Mingyu Fan took a photograph of a single radium ion scattering light as it hovered in free space where it was trapped by electric fields. In the primary picture you can see our vacuum chamber and trapping apparatus. When you look through the window of our vacuum chamber and zoom in to the highlighted yellow region you find floating in empty space (the black rectangle) a radium atom. The camera captures the light scattered by a radium ion over several pixels, resulting in the little blue dot in the center of the image.
Our research both studies and utilizes radium ions and it requires exacting levels of control. We need our ions to stay fixed in space for 10’s of hours so that we can both manipulate and detect the radium ion with laser light. For example, while holding the ion with electric fields we apply two lasers at different wavelengths, 468 nm (the blue light in the picture) and 1079 nm (infrared light that is invisible to your eye), to laser-cool the ion. This level of control requires a lot of careful work and creativity, primarily by Mingyu and Craig.
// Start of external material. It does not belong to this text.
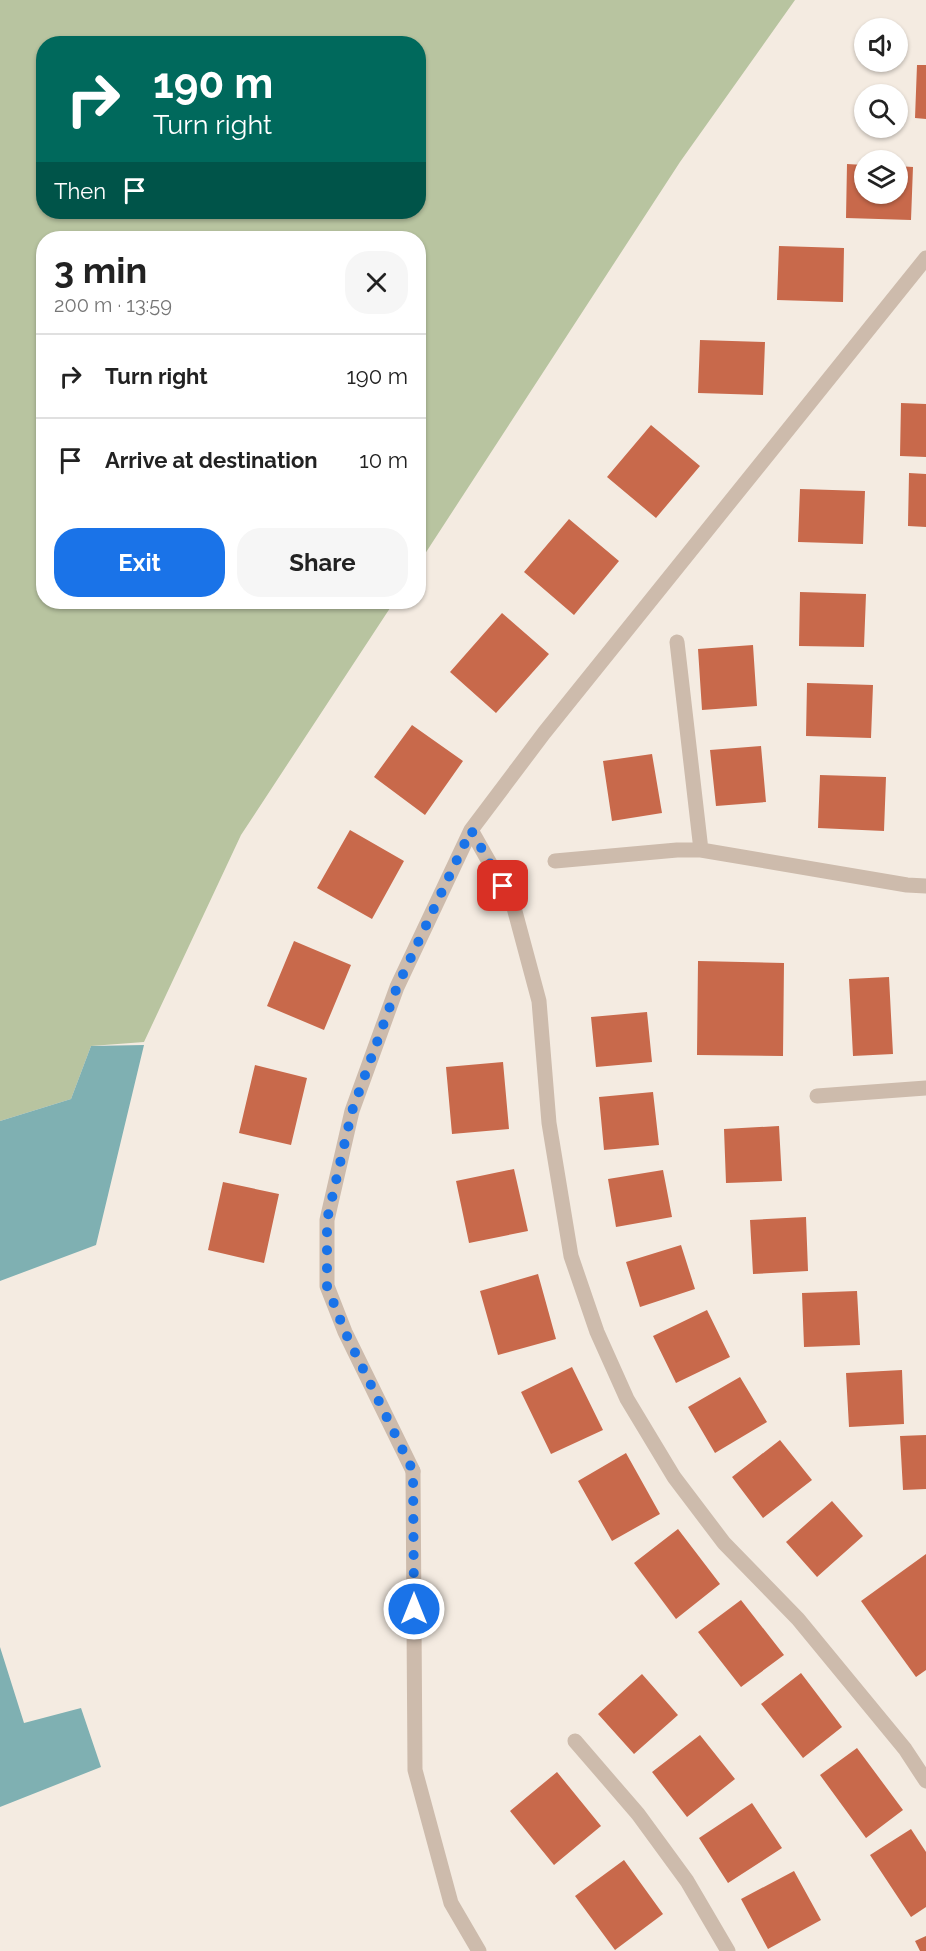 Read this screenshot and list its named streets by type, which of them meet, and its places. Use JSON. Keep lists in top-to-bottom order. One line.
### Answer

A challenge of portrait photography is getting your subject to stay still under the proper conditions, etc. With the time that has been put into our scientific apparatus it is easy (now!) to have our subject sit still, typically for an entire night of automated measurements, and the only remaining challenge is keeping the camera steady for a long exposure to collect the faint bits of light emitted from a single radium atom.
Unlike most atoms you might be familiar with radium is radioactive. This means you are looking at a picture of a young atom (it has not decayed yet). This particular isotope, radium 226, has a half-life of 1600 years, so it is almost certainly older than you are, but probably younger than The Great Pyramid and definitely a little baby compared to the dinosaurs.